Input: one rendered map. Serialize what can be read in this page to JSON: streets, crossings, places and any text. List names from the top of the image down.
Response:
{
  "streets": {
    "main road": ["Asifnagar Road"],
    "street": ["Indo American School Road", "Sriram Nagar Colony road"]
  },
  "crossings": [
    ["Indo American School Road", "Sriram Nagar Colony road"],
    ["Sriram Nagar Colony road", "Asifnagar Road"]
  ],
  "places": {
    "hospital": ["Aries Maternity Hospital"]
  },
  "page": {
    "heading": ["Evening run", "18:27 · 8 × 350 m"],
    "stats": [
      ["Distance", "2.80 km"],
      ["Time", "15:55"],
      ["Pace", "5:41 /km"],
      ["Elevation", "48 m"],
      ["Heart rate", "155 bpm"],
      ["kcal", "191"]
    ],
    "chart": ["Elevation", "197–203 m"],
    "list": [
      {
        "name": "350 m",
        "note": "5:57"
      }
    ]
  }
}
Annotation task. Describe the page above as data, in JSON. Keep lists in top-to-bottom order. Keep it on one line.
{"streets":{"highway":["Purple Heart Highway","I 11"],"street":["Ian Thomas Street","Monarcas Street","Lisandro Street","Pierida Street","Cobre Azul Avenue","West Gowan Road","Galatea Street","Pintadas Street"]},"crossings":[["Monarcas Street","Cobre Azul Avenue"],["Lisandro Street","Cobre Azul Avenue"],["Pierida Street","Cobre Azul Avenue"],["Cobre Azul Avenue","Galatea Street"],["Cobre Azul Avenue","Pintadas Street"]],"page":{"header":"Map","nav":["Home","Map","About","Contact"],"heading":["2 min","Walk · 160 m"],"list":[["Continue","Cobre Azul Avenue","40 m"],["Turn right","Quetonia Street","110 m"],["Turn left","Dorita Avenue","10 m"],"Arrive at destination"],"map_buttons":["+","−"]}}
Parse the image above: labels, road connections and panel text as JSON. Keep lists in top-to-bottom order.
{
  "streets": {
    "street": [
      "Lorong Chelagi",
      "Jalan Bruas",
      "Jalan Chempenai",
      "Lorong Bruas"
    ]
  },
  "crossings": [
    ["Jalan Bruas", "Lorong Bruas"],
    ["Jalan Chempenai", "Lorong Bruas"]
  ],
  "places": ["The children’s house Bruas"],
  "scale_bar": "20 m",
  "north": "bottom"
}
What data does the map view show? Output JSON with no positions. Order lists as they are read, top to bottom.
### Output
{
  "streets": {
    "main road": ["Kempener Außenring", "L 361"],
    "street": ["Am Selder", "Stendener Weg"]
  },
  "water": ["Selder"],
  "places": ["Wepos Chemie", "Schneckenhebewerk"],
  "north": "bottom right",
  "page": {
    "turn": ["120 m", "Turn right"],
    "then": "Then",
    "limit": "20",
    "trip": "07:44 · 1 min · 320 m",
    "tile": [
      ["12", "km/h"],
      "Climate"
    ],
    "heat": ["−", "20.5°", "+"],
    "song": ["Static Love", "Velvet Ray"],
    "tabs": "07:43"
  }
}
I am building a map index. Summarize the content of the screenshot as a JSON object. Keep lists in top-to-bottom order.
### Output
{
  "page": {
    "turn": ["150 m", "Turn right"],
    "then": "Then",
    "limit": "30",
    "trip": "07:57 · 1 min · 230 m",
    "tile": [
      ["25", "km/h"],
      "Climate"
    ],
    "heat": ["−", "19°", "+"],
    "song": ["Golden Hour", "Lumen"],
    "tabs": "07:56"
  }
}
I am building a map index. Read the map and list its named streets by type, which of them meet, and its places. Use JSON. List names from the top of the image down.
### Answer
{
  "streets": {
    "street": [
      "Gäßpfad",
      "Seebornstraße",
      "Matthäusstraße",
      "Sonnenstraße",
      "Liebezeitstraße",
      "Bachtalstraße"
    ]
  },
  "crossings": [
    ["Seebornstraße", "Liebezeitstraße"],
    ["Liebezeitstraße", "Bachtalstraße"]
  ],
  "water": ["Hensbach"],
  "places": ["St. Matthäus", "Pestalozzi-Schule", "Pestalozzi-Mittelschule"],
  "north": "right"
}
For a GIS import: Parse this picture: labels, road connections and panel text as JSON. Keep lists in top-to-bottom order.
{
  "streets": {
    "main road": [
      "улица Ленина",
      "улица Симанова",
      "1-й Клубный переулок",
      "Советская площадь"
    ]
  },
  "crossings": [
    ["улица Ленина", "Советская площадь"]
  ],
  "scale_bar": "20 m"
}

☆ ☆ ☆ ☆ ☆

-- Exercise objective --
Copy out each line of the data containing the string "from".

-- Exercise answer --
Input: one rendered map. Serialize what can be read in this page to JSON: streets, crossings, places and any text. List names from the top of the image down.
I am building a map index. Read the map and list its named streets by type, which of them meet, and its places. Use JSON. List names from the top of the image down.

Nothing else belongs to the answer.